◆ **What to work on**:
From the entries below, copy every line that has the word "icon".

Stored data entries:
= = = = = = =

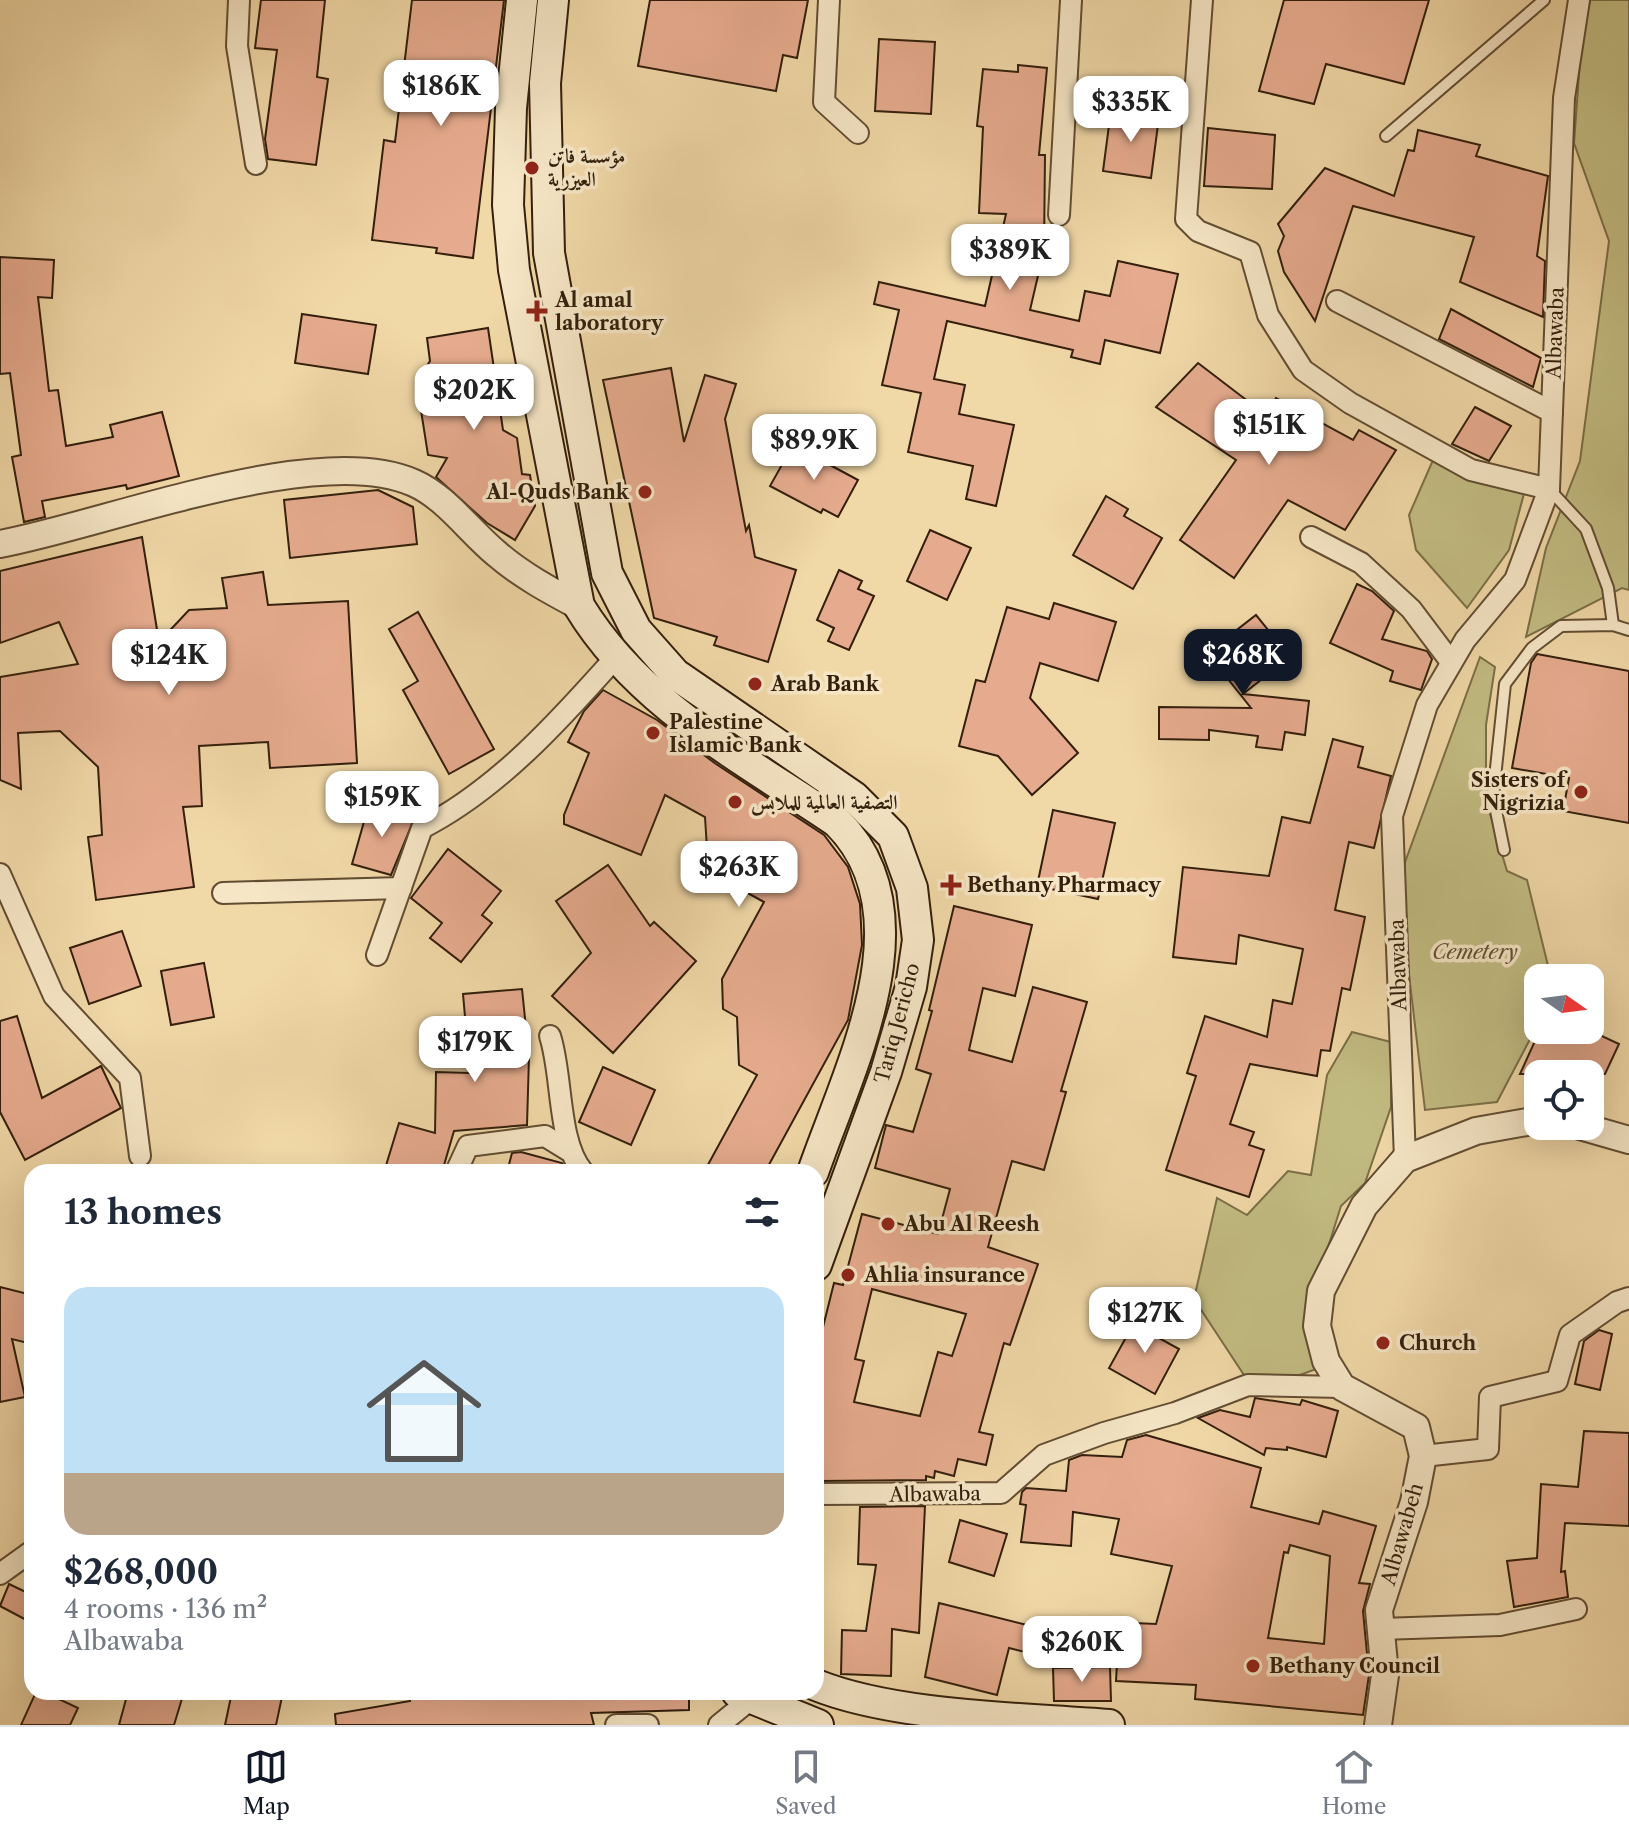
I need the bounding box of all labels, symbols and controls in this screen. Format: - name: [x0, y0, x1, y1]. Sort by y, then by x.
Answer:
- pin: $186K: [385, 60, 497, 128]
- text: $186K: [402, 70, 480, 102]
- pin: $335K: [1075, 76, 1187, 144]
- text: $335K: [1091, 86, 1171, 118]
- place label: مؤسسة فاتن العيزرية: [548, 144, 625, 192]
- marker: مؤسسة فاتن العيزرية: [523, 159, 541, 177]
- pin: $389K: [954, 224, 1066, 292]
- text: $389K: [969, 234, 1051, 266]
- street label: Albawaba: [1541, 286, 1569, 380]
- place label: Al amal laboratory: [554, 288, 664, 335]
- marker: Al amal laboratory: [526, 300, 548, 322]
- pin: $202K: [418, 364, 530, 432]
- text: $202K: [433, 374, 515, 406]
- pin: $151K: [1213, 399, 1325, 467]
- text: $151K: [1232, 409, 1306, 441]
- pin: $89.9K: [749, 414, 879, 482]
- text: $89.9K: [770, 424, 858, 456]
- place label: Al-Quds Bank: [485, 480, 630, 504]
- marker: Al-Quds Bank: [636, 483, 654, 501]
- pin: $124K: [113, 629, 225, 697]
- pin: $268K: [1187, 629, 1299, 697]
- text: $124K: [130, 639, 208, 671]
- text: $268K: [1202, 639, 1284, 671]
- place label: Arab Bank: [770, 672, 880, 696]
- marker: Arab Bank: [746, 675, 764, 693]
- place label: Palestine Islamic Bank: [669, 710, 802, 757]
- marker: Palestine Islamic Bank: [644, 724, 662, 742]
- place label: Sisters of Nigrizia: [1471, 768, 1568, 815]
- pin: $159K: [326, 771, 438, 839]
- text: $159K: [344, 781, 420, 813]
- marker: Sisters of Nigrizia: [1572, 783, 1590, 801]
- place label: التصفية العالمية للملابس: [751, 790, 898, 816]
- marker: التصفية العالمية للملابس: [726, 793, 744, 811]
- pin: $263K: [683, 841, 795, 909]
- text: $263K: [699, 851, 779, 883]
- place label: Bethany Pharmacy: [967, 873, 1161, 897]
- marker: Bethany Pharmacy: [942, 876, 960, 894]
- street label: Albawaba: [1384, 918, 1412, 1012]
- park label: Cemetery: [1432, 940, 1518, 964]
- street label: Tariq Jericho: [869, 960, 925, 1086]
- north arrow: [1524, 964, 1604, 1044]
- map controls: [1524, 964, 1604, 1140]
- pin: $179K: [419, 1016, 531, 1084]
- text: $179K: [437, 1026, 513, 1058]
- button: locate: [1524, 1060, 1604, 1140]
- icon: filters: [740, 1190, 784, 1234]
- text: 13 homes: [64, 1191, 222, 1233]
- place label: Abu Al Reesh: [903, 1212, 1040, 1236]
- marker: Abu Al Reesh: [879, 1215, 897, 1233]
- place label: Ahlia insurance: [863, 1263, 1025, 1287]
- marker: Ahlia insurance: [839, 1266, 857, 1284]
- pin: $127K: [1089, 1287, 1201, 1355]
- text: $127K: [1107, 1297, 1183, 1329]
- place label: Church: [1399, 1331, 1477, 1355]
- marker: Church: [1374, 1334, 1392, 1352]
- icon: home: [352, 1339, 496, 1483]
- street label: Albawabeh: [1376, 1480, 1428, 1589]
- street label: Albawaba: [888, 1481, 982, 1507]
- text: $268,000: [64, 1551, 218, 1593]
- text: 4 rooms · 136 m²: [64, 1593, 267, 1625]
- pin: $260K: [1026, 1616, 1138, 1684]
- text: Albawaba: [64, 1625, 184, 1657]
- text: $260K: [1041, 1626, 1123, 1658]
- place label: Bethany Council: [1269, 1654, 1440, 1678]
- marker: Bethany Council: [1244, 1657, 1262, 1675]
- tab: Map: [243, 1745, 290, 1820]
- tab: Saved: [775, 1745, 836, 1820]
- tab: Home: [1322, 1745, 1386, 1820]

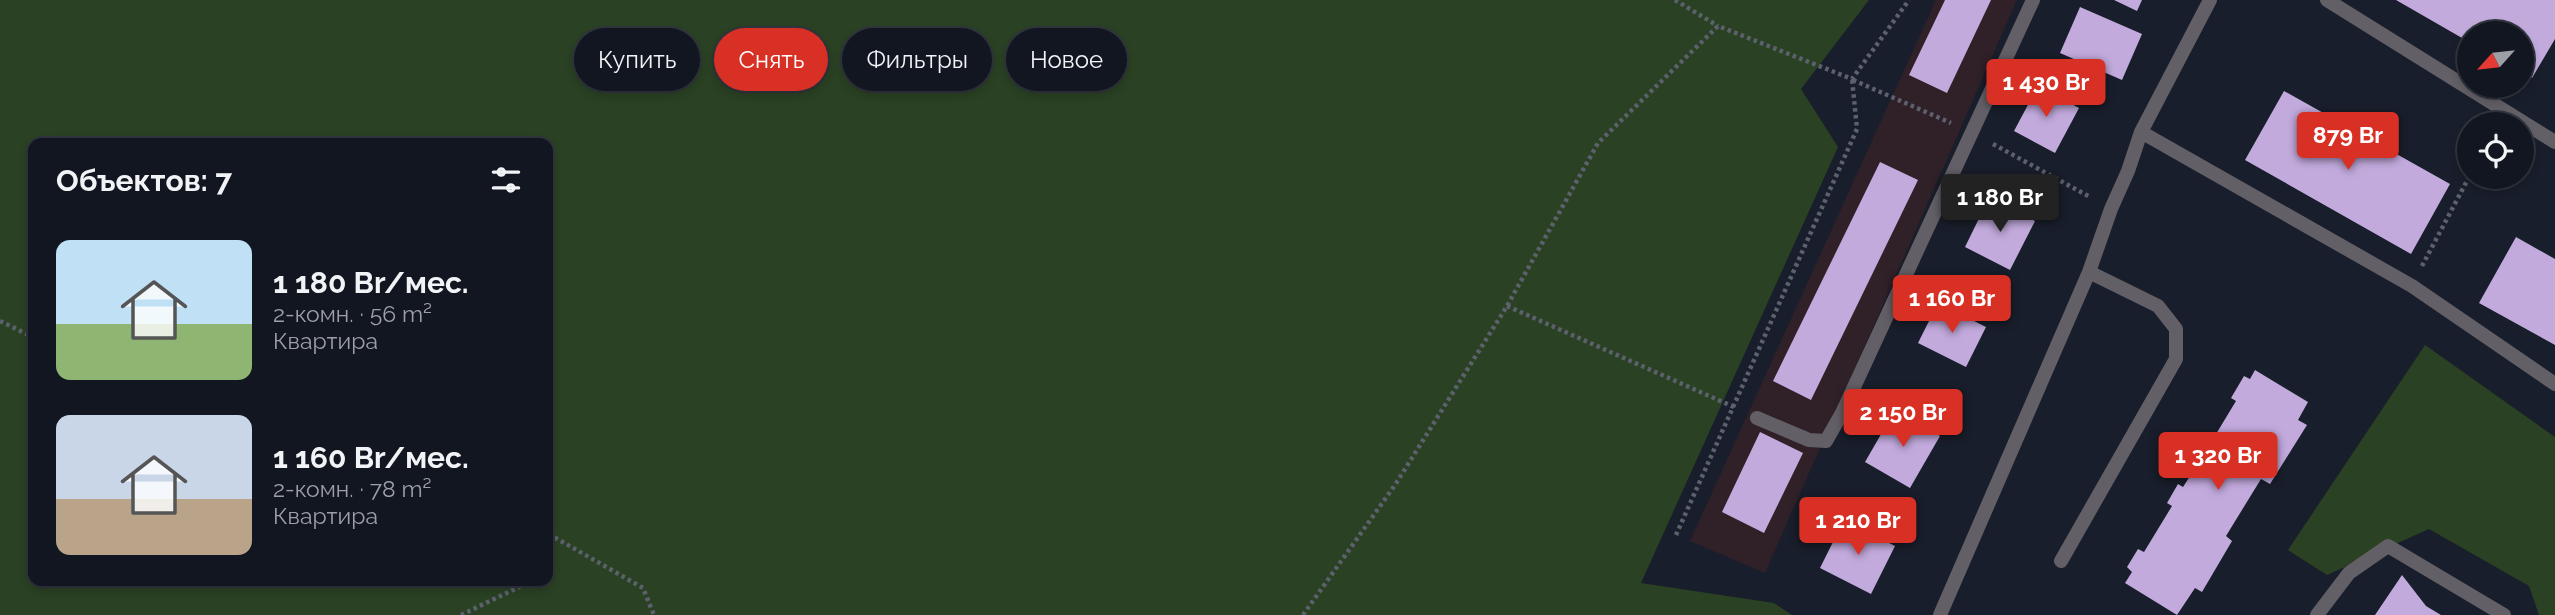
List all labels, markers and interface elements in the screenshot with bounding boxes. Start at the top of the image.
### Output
north arrow [2457,21,2534,98]
map controls [2457,21,2534,189]
chip: Купить [574,28,700,91]
chip: Снять [714,28,828,91]
chip: Фильтры [842,28,992,91]
chip: Новое [1006,28,1127,91]
pin: 1 430 Br [1974,60,2118,119]
text: 1 430 Br [2002,68,2090,95]
button: locate [2457,112,2534,189]
pin: 879 Br [2291,113,2405,172]
text: 879 Br [2313,121,2383,148]
icon: filters [487,161,525,199]
text: Объектов: 7 [56,163,232,198]
pin: 1 180 Br [1928,174,2072,234]
text: 1 180 Br [1957,183,2043,210]
text: 1 180 Br/мес. [273,265,469,300]
icon: home [112,268,196,352]
pin: 1 160 Br [1880,276,2024,335]
text: 1 160 Br [1909,284,1995,311]
text: 2-комн. · 56 m² [273,300,432,327]
text: Квартира [273,327,378,354]
pin: 2 150 Br [1831,390,1975,449]
text: 2 150 Br [1860,398,1946,425]
pin: 1 320 Br [2146,433,2290,492]
text: 1 160 Br/мес. [273,440,469,475]
text: 1 320 Br [2175,441,2261,468]
icon: home [112,443,196,527]
text: 2-комн. · 78 m² [273,475,432,502]
pin: 1 210 Br [1786,498,1930,557]
text: Квартира [273,502,378,529]
text: 1 210 Br [1815,506,1901,533]

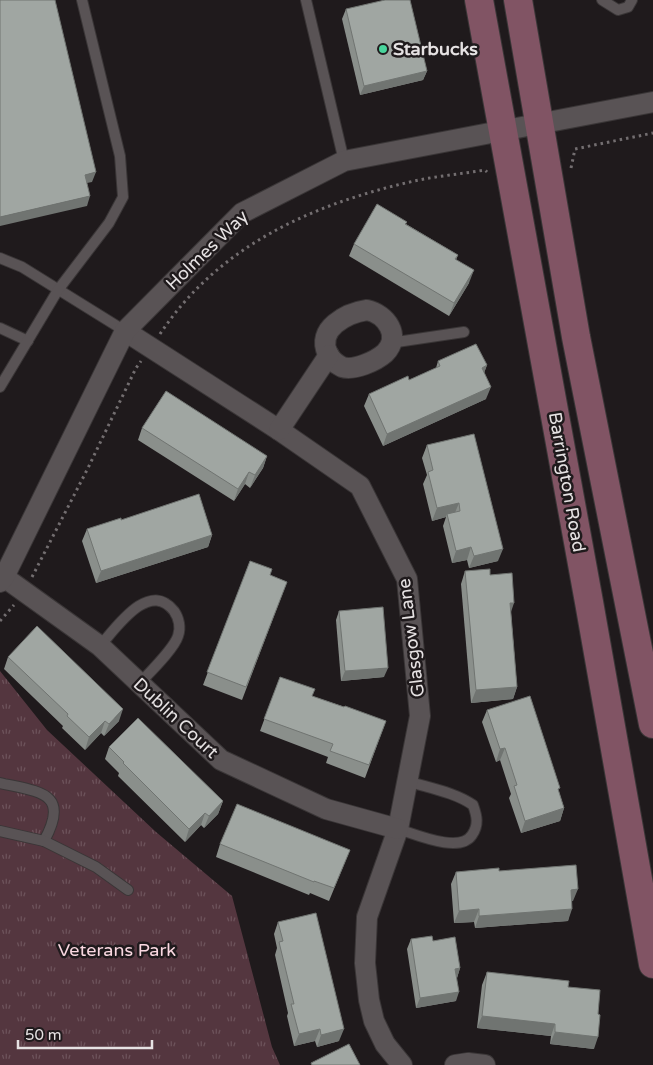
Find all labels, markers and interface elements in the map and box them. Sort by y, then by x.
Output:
place label: Starbucks [393,38,478,60]
marker: Starbucks [377,43,389,55]
street label: Holmes Way [161,205,253,295]
street label: Barrington Road [544,410,590,554]
street label: Glasgow Lane [393,577,429,699]
street label: Dublin Court [129,673,223,763]
park label: Veterans Park [58,939,176,961]
scale bar [18,1018,151,1050]
text: 50 m [25,1026,62,1044]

= = = = = = =

◆ **Answer to this task**:
- icon: filters: [740, 1190, 784, 1234]
- icon: home: [352, 1339, 496, 1483]
icon: filters [487,161,525,199]
icon: home [112,268,196,352]
icon: home [112,443,196,527]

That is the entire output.